Two sides of a square are divided into fourths and another side of the square is trisected, as shown. A triangle is formed by connecting three of these points, as shown. What is the ratio of the area of the shaded triangle to the area of the square? Express your answer as a fraction.
We can set up variables to complete this problem.
First, le'ts graph this problem. We have
Now, let's set up our first variable.
Let's let the side of square be x. Since the base of the triangle is the same length as the side of the square, we have
base of triangle = x as well.
Next, from the graph, which we nicely split into quarters, note that
height of triangle = \(\frac{3x}{4}\)
Now, since we have the base and height of the triangle, we can find it's area in terms of x.

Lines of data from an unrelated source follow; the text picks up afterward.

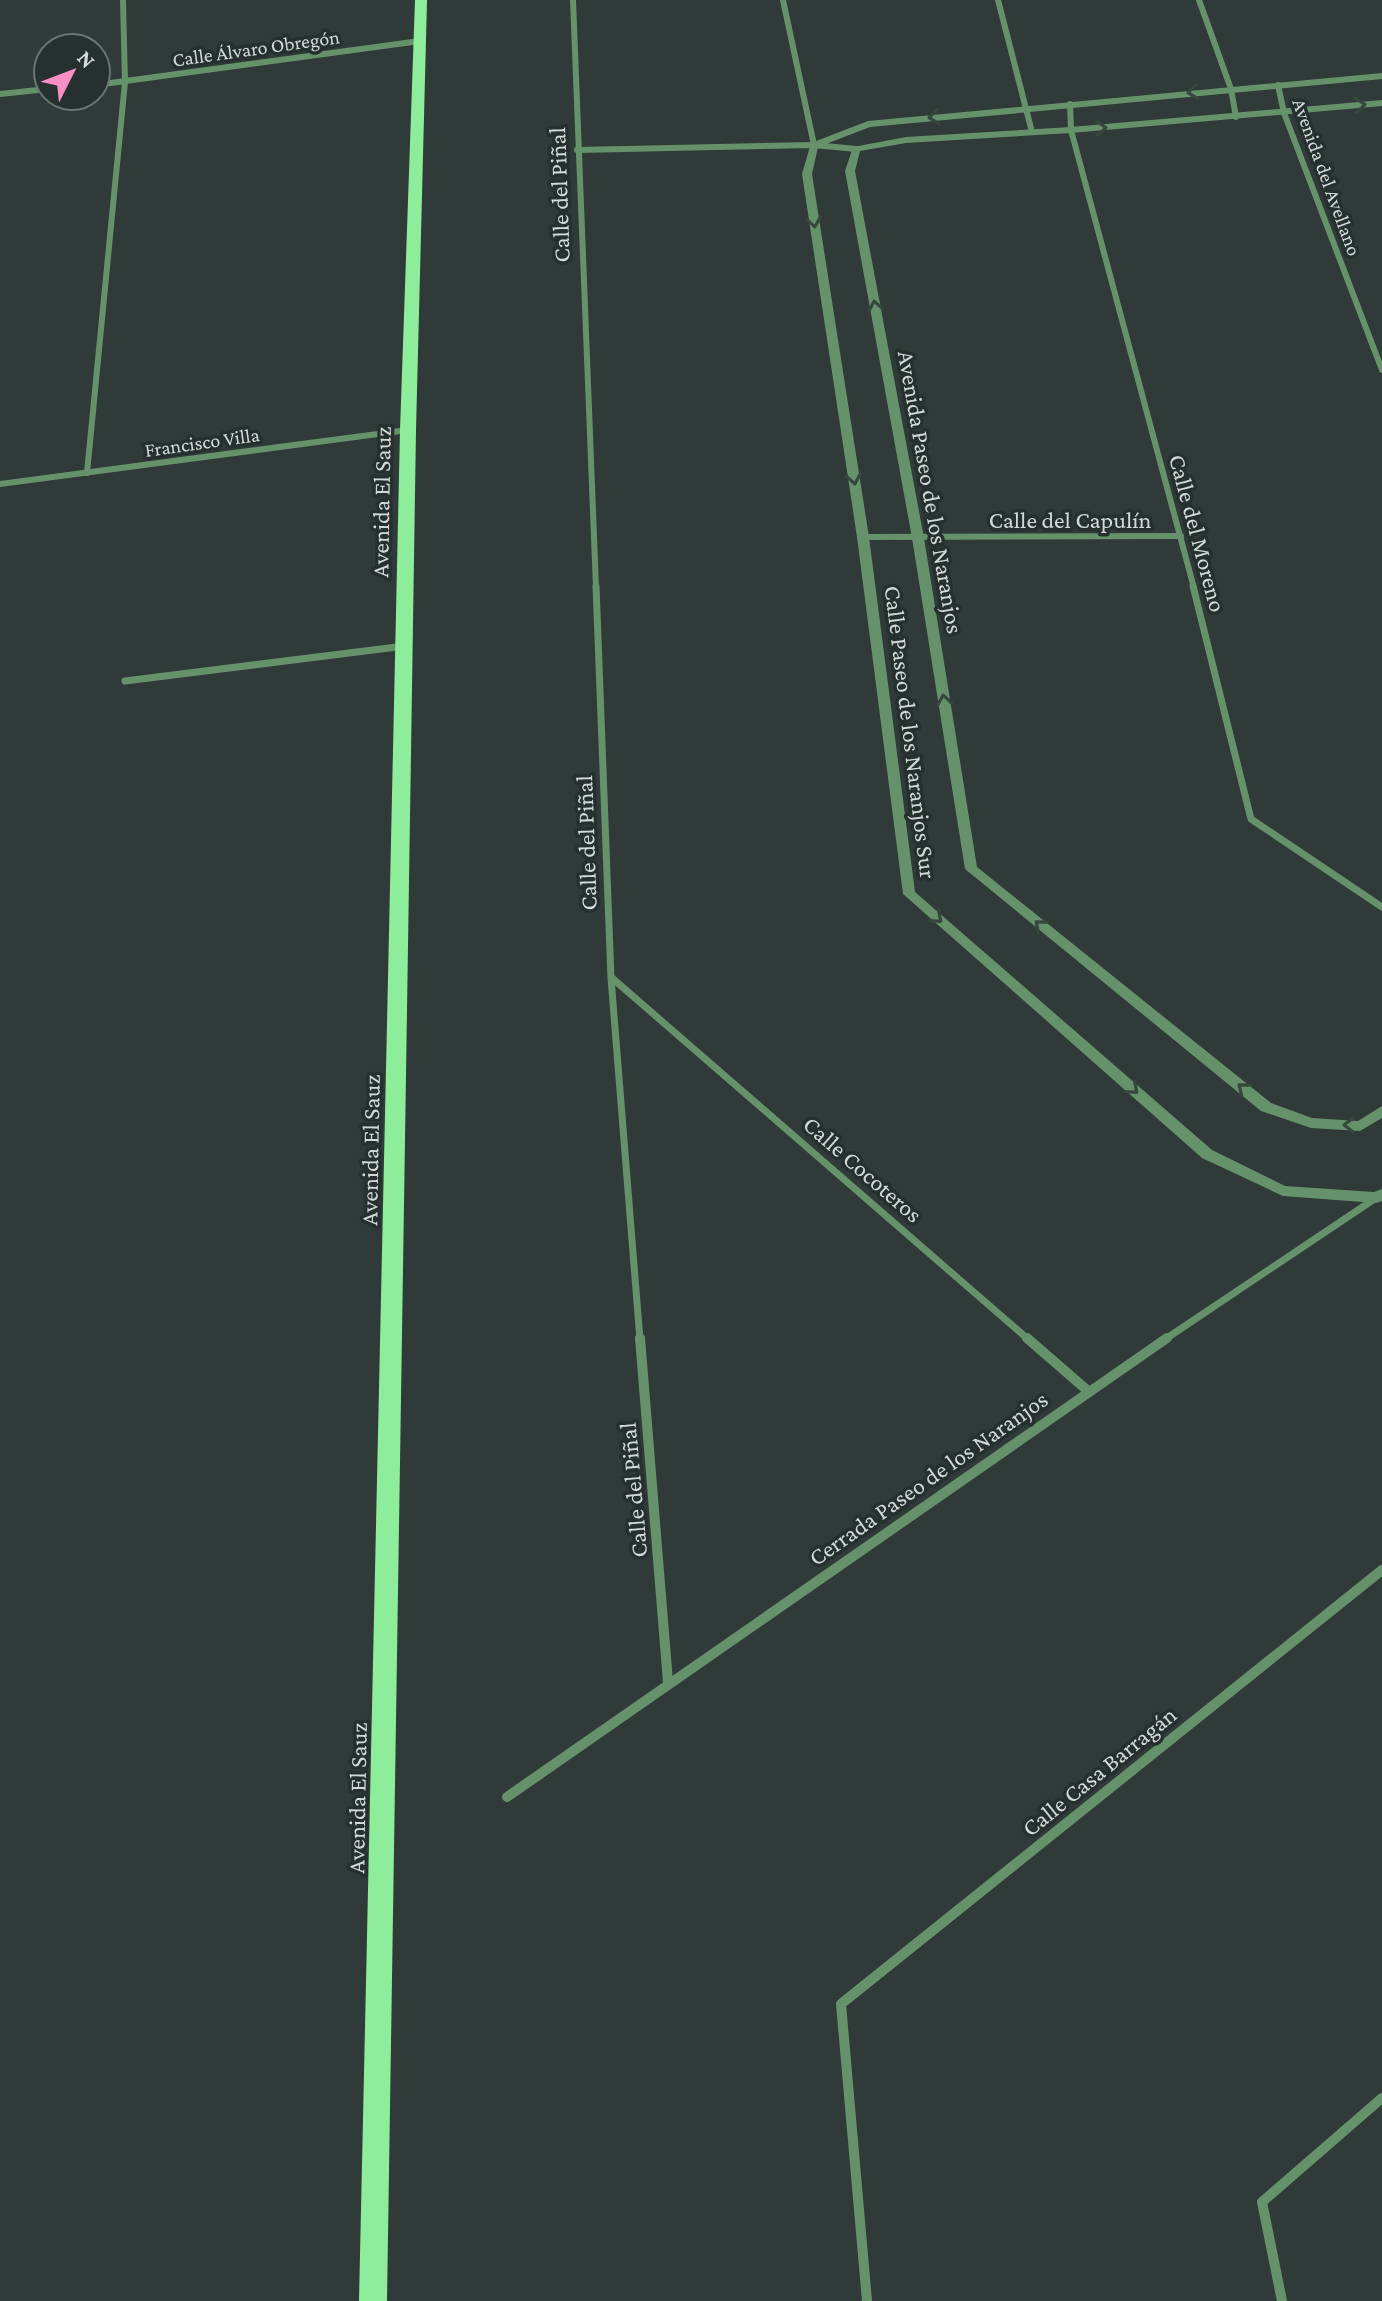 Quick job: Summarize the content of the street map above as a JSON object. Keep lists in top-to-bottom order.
{
  "streets": {
    "main road": ["Avenida El Sauz"],
    "street": [
      "Calle Álvaro Obregón",
      "Avenida del Avellano",
      "Calle del Piñal",
      "Francisco Villa",
      "Avenida Paseo de los Naranjos",
      "Calle del Capulín",
      "Calle del Moreno",
      "Calle Paseo de los Naranjos Sur",
      "Calle Cocoteros",
      "Cerrada Paseo de los Naranjos",
      "Calle Casa Barragán"
    ]
  },
  "crossings": [
    ["Calle Álvaro Obregón", "Avenida El Sauz"],
    ["Calle del Piñal", "Calle Cocoteros"],
    ["Calle del Piñal", "Cerrada Paseo de los Naranjos"],
    ["Francisco Villa", "Avenida El Sauz"],
    ["Avenida Paseo de los Naranjos", "Calle del Capulín"],
    ["Calle del Capulín", "Calle del Moreno"],
    ["Calle del Capulín", "Calle Paseo de los Naranjos Sur"],
    ["Calle Paseo de los Naranjos Sur", "Cerrada Paseo de los Naranjos"],
    ["Calle Cocoteros", "Cerrada Paseo de los Naranjos"]
  ],
  "one_way": ["Avenida Paseo de los Naranjos", "Calle Paseo de los Naranjos Sur"],
  "north": "top right"
}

We have
\(\frac{3x}{4}\cdot x \cdot \frac{1}{2} = \frac{3x^2}{8}\)
The area of the square is just the side squared, so
Area of square = \(x^2\)
Thus, we have what we need.
\(ratio = \frac{3x^2}{8} \cdot \frac{1}{x^2} = \frac{3}{8}\)
So our answer is just 3/8.
Thanks! :)
Side of square = x
Base of triangle = x
Height of triangle = 3x/4
Area of triangle = 3x^2/8
Area of square = x^2
Ratio - (3x^2)/(8x^2) = 3/8